The way it works is straightforward. You connect your payment methods to Link, then set up an “agent profile” with spending caps, merchant whitelists, and approval triggers. When the agent needs to pay for something, Link checks the request against those rules. If it’s within bounds, the payment goes through. If it’s above a threshold or to an unfamiliar vendor, you get a push notification to approve or deny.
This is higher than I expected from Stripe in terms of practical AI integration. A lot of companies are still trying to figure out how to let AI agents spend money without creating a security nightmare. Stripe’s solution isn’t revolutionary — approval flows have existed for corporate cards and parental controls for years — but applying them to AI agents in a structured way is smart. It keeps the human in the loop without requiring constant babysitting.
What I like about this is that it doesn’t pretend AI agents are ready to be fully autonomous with your wallet. Stripe is being realistic: let the agent handle routine, low-risk payments, but flag anything unusual. That’s the right balance for 2026. The technology isn’t there yet to trust an AI with unlimited spending authority, and pretending otherwise would be irresponsible.
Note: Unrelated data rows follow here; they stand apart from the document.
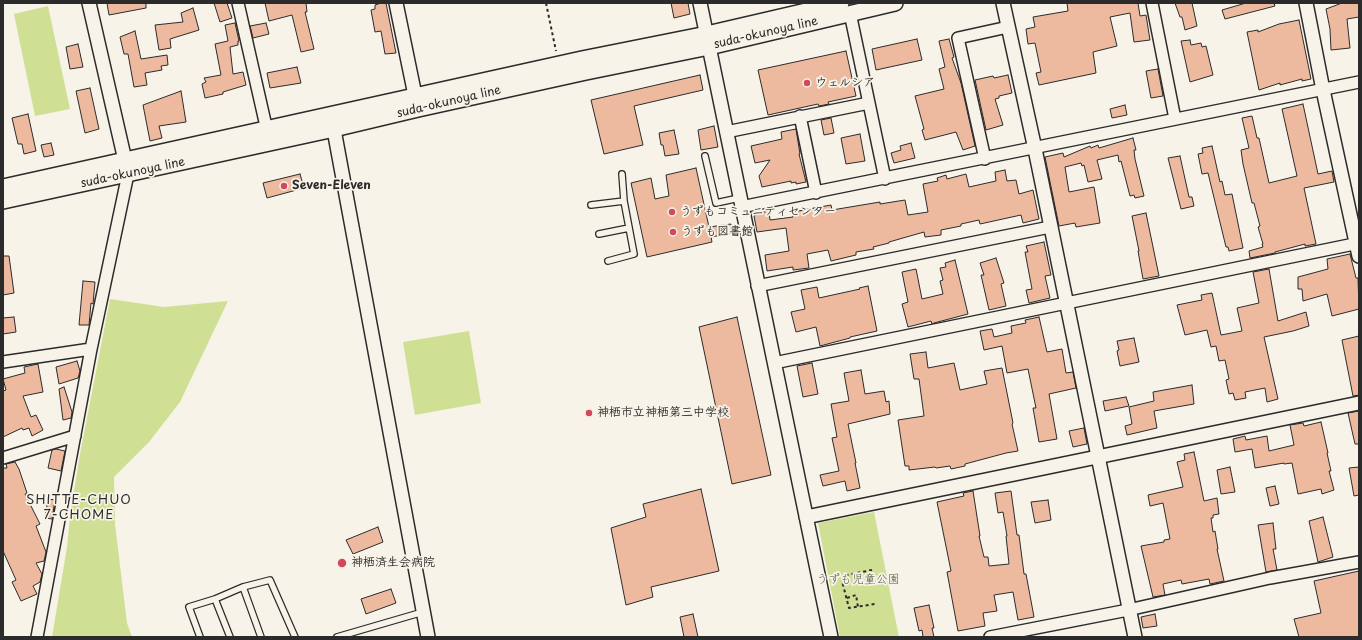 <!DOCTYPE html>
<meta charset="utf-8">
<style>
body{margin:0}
#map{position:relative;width:1362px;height:640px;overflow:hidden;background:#f7f3e8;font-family:"Playpen Sans",sans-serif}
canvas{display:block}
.frame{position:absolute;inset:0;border:4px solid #2b2b2b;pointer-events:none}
</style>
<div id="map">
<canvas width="1362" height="640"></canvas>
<div class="frame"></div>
</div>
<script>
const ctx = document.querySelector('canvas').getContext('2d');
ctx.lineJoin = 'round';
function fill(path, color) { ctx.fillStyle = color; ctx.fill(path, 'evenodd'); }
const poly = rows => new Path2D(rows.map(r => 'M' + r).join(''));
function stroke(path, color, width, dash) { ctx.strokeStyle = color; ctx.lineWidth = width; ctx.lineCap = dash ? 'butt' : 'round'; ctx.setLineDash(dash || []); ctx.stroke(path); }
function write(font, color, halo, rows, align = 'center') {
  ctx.font = font + ' "Playpen Sans","Klee One",sans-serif'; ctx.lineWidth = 3.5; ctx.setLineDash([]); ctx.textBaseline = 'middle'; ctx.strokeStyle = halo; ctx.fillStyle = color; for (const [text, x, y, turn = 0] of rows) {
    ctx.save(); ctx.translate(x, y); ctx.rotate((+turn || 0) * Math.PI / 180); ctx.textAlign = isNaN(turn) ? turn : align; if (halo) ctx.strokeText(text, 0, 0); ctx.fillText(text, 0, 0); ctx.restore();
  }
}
const green = poly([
 [48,6,70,109,35,116,14,14],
 [110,299,164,307,228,301,180,402,149,442,114,477,115,524,127,623,132,637,52,637,67,547,70,516,80,454],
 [469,331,481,403,415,415,403,342],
 [874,512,899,637,840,637,818,523]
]);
const building = poly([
 [107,3,146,3,146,8,109,15,107,3],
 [214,3,227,3,232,18,220,22,214,3],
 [265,3,306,3,307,12,305,12,314,49,301,52,292,15,269,21,265,3],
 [381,3,386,3,396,53,385,54,381,31,375,32,371,10,375,9,375,5,381,3],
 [671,3,688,3,690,14,674,18,671,3],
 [1067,3,1138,3,1140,16,1146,15,1150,40,1134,42,1130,13,1110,17,1117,46,1093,52,1096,73,1039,85,1036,73,1041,72,1035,43,1028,44,1026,29,1035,27,1033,17,1068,11,1067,3],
 [1175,3,1192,3,1197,26,1185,30,1182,17,1180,17,1175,3],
 [1246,3,1274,3,1275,6,1225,19,1222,10,1246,3],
 [1342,3,1359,3,1359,17,1347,19,1350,48,1331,50,1330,29,1326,9,1342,3],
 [193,8,199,30,170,39,171,48,159,50,155,25,183,22,181,13,193,8],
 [1299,20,1311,79,1302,81,1302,79,1280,85,1280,83,1259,90,1247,32,1258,30,1258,32,1279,24,1299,20],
 [235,23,239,41,238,41,238,45,230,47,233,74,243,72,246,85,223,92,223,94,205,98,202,84,206,82,204,78,221,75,215,44,228,41,225,25,235,23],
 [266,23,269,34,253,38,250,26,266,23],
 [135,31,141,59,167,55,168,65,161,66,162,70,145,73,147,85,134,87,128,54,124,54,120,37,135,31],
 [917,39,922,60,876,70,872,49,917,39],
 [949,39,954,57,952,58,961,83,975,146,963,150,956,132,925,140,922,130,924,129,915,96,944,89,939,69,945,67,939,41,949,39],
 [1190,40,1191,45,1201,43,1202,47,1206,46,1213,75,1190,82,1181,41,1190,40],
 [78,44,83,67,70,69,66,47,78,44],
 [846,51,856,96,828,102,829,104,819,106,818,104,768,115,758,70,846,51],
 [297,67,301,83,270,88,267,73,297,67],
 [1158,69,1163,96,1151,98,1146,71,1158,69],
 [700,75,703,90,634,106,643,145,604,154,591,100,700,75],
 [1008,75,1012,93,999,96,999,98,995,99,1003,125,986,130,975,80,993,76,994,78,1008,75],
 [90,88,99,129,85,133,76,91,90,88],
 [181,91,186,122,159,126,162,138,150,141,143,105,181,91],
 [1303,104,1318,174,1332,171,1334,182,1304,188,1316,244,1305,246,1305,244,1275,252,1275,253,1250,258,1249,251,1263,247,1262,244,1263,244,1258,227,1260,226,1254,203,1252,203,1243,164,1241,150,1249,148,1242,118,1252,116,1257,138,1259,138,1269,183,1297,176,1282,109,1303,104],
 [1125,105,1127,115,1112,118,1110,109,1125,105],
 [28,114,36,151,24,154,22,144,18,144,12,118,28,114],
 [831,118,834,133,824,135,821,120,831,118],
 [714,126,718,147,701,150,698,130,714,126],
 [796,129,800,154,799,154,806,182,796,184,796,182,791,183,791,181,762,187,759,176,770,160,755,163,751,146,782,139,781,132,796,129],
 [674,130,679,154,665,156,663,145,661,145,659,133,674,130],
 [860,134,865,161,846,164,841,138,860,134],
 [1133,138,1136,150,1134,150,1135,159,1144,196,1135,198,1134,195,1130,196,1121,161,1119,162,1118,155,1097,160,1102,179,1088,182,1084,165,1082,166,1081,163,1065,167,1069,192,1094,187,1100,223,1076,227,1075,223,1059,226,1045,157,1063,153,1064,157,1090,146,1091,148,1098,145,1099,148,1133,138],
 [51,143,54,155,44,157,41,145,51,143],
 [911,143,915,158,894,163,891,153,901,150,900,146,911,143],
 [1212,146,1220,182,1222,181,1225,195,1232,194,1243,248,1229,251,1228,247,1226,247,1208,173,1202,174,1198,154,1203,153,1202,148,1212,146],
 [1180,156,1189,197,1192,197,1194,206,1181,209,1168,158,1180,156],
 [696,168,709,227,731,224,733,233,711,237,712,242,647,257,631,183,651,178,655,199,669,196,666,175,696,168],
 [1005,170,1007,181,1016,180,1019,194,1033,190,1039,219,1023,223,1021,215,980,224,979,220,961,224,961,226,941,230,941,235,925,237,924,232,889,242,889,243,873,247,874,249,856,252,856,255,831,261,828,250,807,254,809,268,793,270,793,267,767,271,765,255,789,251,786,228,757,232,754,216,759,213,769,211,770,220,793,217,792,212,831,205,832,210,880,202,880,204,905,200,908,215,928,212,923,184,938,181,937,178,946,175,947,179,966,174,969,187,996,181,995,172,1005,170],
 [300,174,304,188,267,198,263,183,300,174],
 [1146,213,1159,276,1143,279,1138,251,1139,251,1132,216,1146,213],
 [1044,242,1051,275,1045,276,1050,298,1029,303,1026,290,1032,289,1025,252,1028,252,1026,246,1044,242],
 [1350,254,1356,278,1358,278,1359,309,1332,316,1327,294,1303,301,1302,289,1298,289,1298,277,1328,269,1327,259,1350,254],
 [3,256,9,256,14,293,3,295,3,256],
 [996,258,1004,283,1001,284,1006,306,989,310,981,275,984,275,980,263,996,258],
 [955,260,968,314,934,323,932,324,931,321,908,327,902,304,908,302,902,272,916,269,922,299,943,294,940,281,943,280,940,268,946,267,945,263,955,260],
 [1269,269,1278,321,1306,312,1309,326,1293,331,1264,337,1278,399,1267,402,1265,388,1245,392,1246,398,1235,400,1233,393,1229,394,1226,380,1229,379,1225,360,1219,361,1216,346,1211,347,1207,330,1185,335,1177,305,1202,300,1201,295,1212,293,1221,335,1242,331,1237,308,1259,303,1253,272,1269,269],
 [83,281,95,282,93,304,91,303,89,325,79,325,83,281],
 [868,286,877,331,850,337,850,338,820,346,816,327,796,332,791,312,805,309,801,290,817,287,819,298,860,289,859,288,868,286],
 [14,317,16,332,3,334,3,318,14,317],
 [737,317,771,475,732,484,699,327,737,317],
 [1039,317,1047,352,1062,349,1066,373,1073,372,1076,388,1049,394,1057,439,1039,442,1033,408,1036,408,1028,369,1007,373,1002,346,984,350,980,331,992,329,994,337,1012,333,1011,326,1026,323,1025,320,1039,317],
 [1359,336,1359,395,1353,396,1342,340,1359,336],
 [1134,338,1139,362,1120,366,1117,351,1119,350,1117,341,1134,338],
 [926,352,928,368,954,363,960,390,987,384,984,371,1002,368,1013,423,1012,424,1018,451,1006,453,965,464,965,466,951,469,950,466,936,468,935,467,909,470,909,466,905,466,898,420,924,416,919,379,914,379,910,354,926,352],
 [77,361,80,371,78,378,59,384,56,367,77,361],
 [812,363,818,394,803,397,797,366,812,363],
 [38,364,43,392,23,396,31,417,36,415,43,430,32,436,29,428,23,430,22,428,3,437,3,391,6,390,3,379,25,373,24,367,38,364],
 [861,370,865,394,884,391,886,402,889,401,890,414,848,424,856,463,855,463,860,488,847,491,845,481,823,486,820,475,839,471,832,438,837,437,831,404,849,401,844,373,861,370],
 [1192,385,1194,404,1154,411,1157,428,1127,435,1125,426,1132,424,1129,407,1154,401,1153,392,1192,385],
 [64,387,72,412,71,418,63,420,59,389,64,387],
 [1126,397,1129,406,1105,411,1103,401,1126,397],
 [1359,411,1359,444,1355,444,1348,413,1359,411],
 [1321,422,1328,453,1327,453,1331,471,1329,471,1334,490,1322,494,1321,489,1298,494,1292,463,1284,464,1284,463,1255,468,1252,449,1235,452,1233,439,1245,436,1246,440,1267,436,1269,451,1294,445,1290,425,1303,423,1304,426,1321,422],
 [1084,428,1087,444,1073,447,1069,431,1084,428],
 [56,449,65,451,61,471,48,468,52,450,56,449],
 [1194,452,1204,501,1217,498,1219,514,1213,515,1213,518,1211,518,1213,532,1215,531,1218,549,1217,549,1224,581,1210,584,1209,579,1182,584,1181,580,1163,584,1165,595,1153,597,1141,546,1164,542,1164,540,1170,539,1163,503,1150,506,1148,495,1183,487,1177,462,1185,460,1184,454,1194,452],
 [15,462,19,469,27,493,25,494,40,524,36,526,46,552,44,561,36,563,42,574,40,582,33,586,37,594,21,601,12,582,16,580,3,551,3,468,7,468,6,464,15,462],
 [1230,467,1235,492,1221,494,1217,470,1230,467],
 [1359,467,1359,495,1354,496,1349,468,1359,467],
 [1275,486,1279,504,1270,506,1266,488,1275,486],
 [701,489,719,571,651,587,653,597,626,605,611,528,646,517,643,504,701,489],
 [973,491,980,536,979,536,984,557,988,557,989,566,1009,564,1006,536,1007,536,1003,512,998,513,995,493,1011,491,1017,535,1019,535,1024,574,1026,574,1034,617,1018,620,1013,592,994,595,997,611,983,613,985,626,958,631,947,572,951,571,937,502,964,496,963,493,973,491],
 [48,499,55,500,52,519,45,518,48,499],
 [1048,500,1051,520,1035,523,1031,502,1048,500],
 [1323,517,1333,557,1318,562,1309,521,1323,517],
 [1273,523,1276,549,1273,549,1277,570,1266,572,1258,525,1273,523],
 [378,527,383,542,353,554,346,540,378,527],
 [1359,571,1359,637,1299,637,1294,619,1321,613,1314,581,1359,571],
 [391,589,396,603,366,614,361,599,391,589],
 [929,605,934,628,932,628,934,637,923,637,922,630,919,631,914,608,929,605],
 [693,614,698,637,684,637,680,617,693,614],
 [1155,614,1157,626,1143,628,1141,617,1155,614]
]);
const path = poly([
 [546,3,556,51],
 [872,570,847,575,842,581,849,608,875,604],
 [847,598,856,595,858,607]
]);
const service = poly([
 [705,156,716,203,739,198],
 [591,205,624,201,622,174],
 [599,234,629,228],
 [608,261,634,254,624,201],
 [200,637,189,607,215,599],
 [230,637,215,599,243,587],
 [261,637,243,587,270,580,295,637],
 [337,637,423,612]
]);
const minor = poly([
 [238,3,268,135],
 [1152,3,1175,119],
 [850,13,885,179],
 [800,116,816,193],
 [726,132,869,103],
 [985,159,958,38,1008,27],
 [741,207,1359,82],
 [757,286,1050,227],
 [3,362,91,349],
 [774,363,1359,243],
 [3,458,75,436],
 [37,637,91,349,128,174],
 [990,637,1128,610,1270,578,1359,562]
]);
const tertiary = poly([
 [89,3,127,169],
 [396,3,417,105],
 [700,3,831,637],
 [1003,3,1035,149,1135,637],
 [1306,3,1323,90,1359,256],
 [332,119,428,637],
 [806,517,1359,403]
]);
const secondary = poly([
 [3,187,582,59,707,34,841,3],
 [3,201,334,129,418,109,586,72,709,47,895,3]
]);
const markers = [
 [807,83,4,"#d1495b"],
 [284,186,4,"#d1495b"],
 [672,212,4,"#d1495b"],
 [673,232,4,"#d1495b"],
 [589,413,4,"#d1495b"],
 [342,563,5,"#d1495b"]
];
const streetNames = [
 ["suda-okunoya line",766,33,-13],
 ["suda-okunoya line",449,102,-13],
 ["suda-okunoya line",133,173,-12]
];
const poiNames = [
 ["ウェルシア",815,83],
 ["Seven-Eleven",292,186],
 ["うずもコミュニティセンター",680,212],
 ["うずも図書館",681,232],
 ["神栖市立神栖第三中学校",597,413],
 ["神栖済生会病院",351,563]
];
const parkNames = [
 ["うずも児童公園",858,580]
];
const neighbourhoodNames = [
 ["SHITTE-CHUO",79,500],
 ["7-CHOME",79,515]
];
fill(green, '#cfe094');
fill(building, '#eeba9f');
stroke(building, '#2b2b2b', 1);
stroke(service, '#2b2b2b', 8);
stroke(minor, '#2b2b2b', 14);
stroke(tertiary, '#2b2b2b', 16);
stroke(secondary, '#2b2b2b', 18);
stroke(path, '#2b2b2b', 2, [3, 3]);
stroke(service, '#f7f3e8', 5.5);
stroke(minor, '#f7f3e8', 11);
stroke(tertiary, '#f7f3e8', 13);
stroke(secondary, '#f7f3e8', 15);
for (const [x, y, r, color] of markers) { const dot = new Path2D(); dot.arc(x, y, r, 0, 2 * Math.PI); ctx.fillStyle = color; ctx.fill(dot); stroke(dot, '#f7f3e8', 1.5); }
write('12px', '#2b2b2b', '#f7f3e8', streetNames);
write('bold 12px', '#2b2b2b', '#f7f3e8', poiNames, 'left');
write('12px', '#545845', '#f7f3e8', parkNames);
ctx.letterSpacing = '1px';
write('13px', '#2b2b2b', '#f7f3e8', neighbourhoodNames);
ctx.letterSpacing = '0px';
</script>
There are some limitations worth noting. Link is US-only for now, though Stripe says international expansion is on the roadmap. You also need to have a Link account already set up, which means this only helps if you’re already in Stripe’s ecosystem. And the approval flow is currently limited to push notifications — no SMS fallback, no email-based approvals. If you miss the notification, the payment just fails.
But for developers building AI agents that need to buy things, this removes a major friction point. Instead of building custom payment infrastructure or handing over API keys with unlimited access, you get a managed solution that Stripe handles. I’ve seen teams hack together solutions using prepaid cards with low balances or virtual card APIs, but those are brittle. This is cleaner.
Stripe is also positioning this for business use cases, not just consumer wallets. Think about an AI procurement agent that orders office supplies, or an AI research assistant that pays for data subscriptions. The approval flows can be tied to team budgets and manager oversight, which makes it viable for companies that are nervous about letting AI touch their payment systems.
The timing makes sense. AI agents are moving from demo projects to production deployments, and payments are one of those boring but essential pieces that nobody wants to build from scratch. Stripe has the infrastructure and the trust to make this work. Whether other wallet providers follow suit remains to be seen, but this feels like the kind of feature that will become table stakes within a couple of years.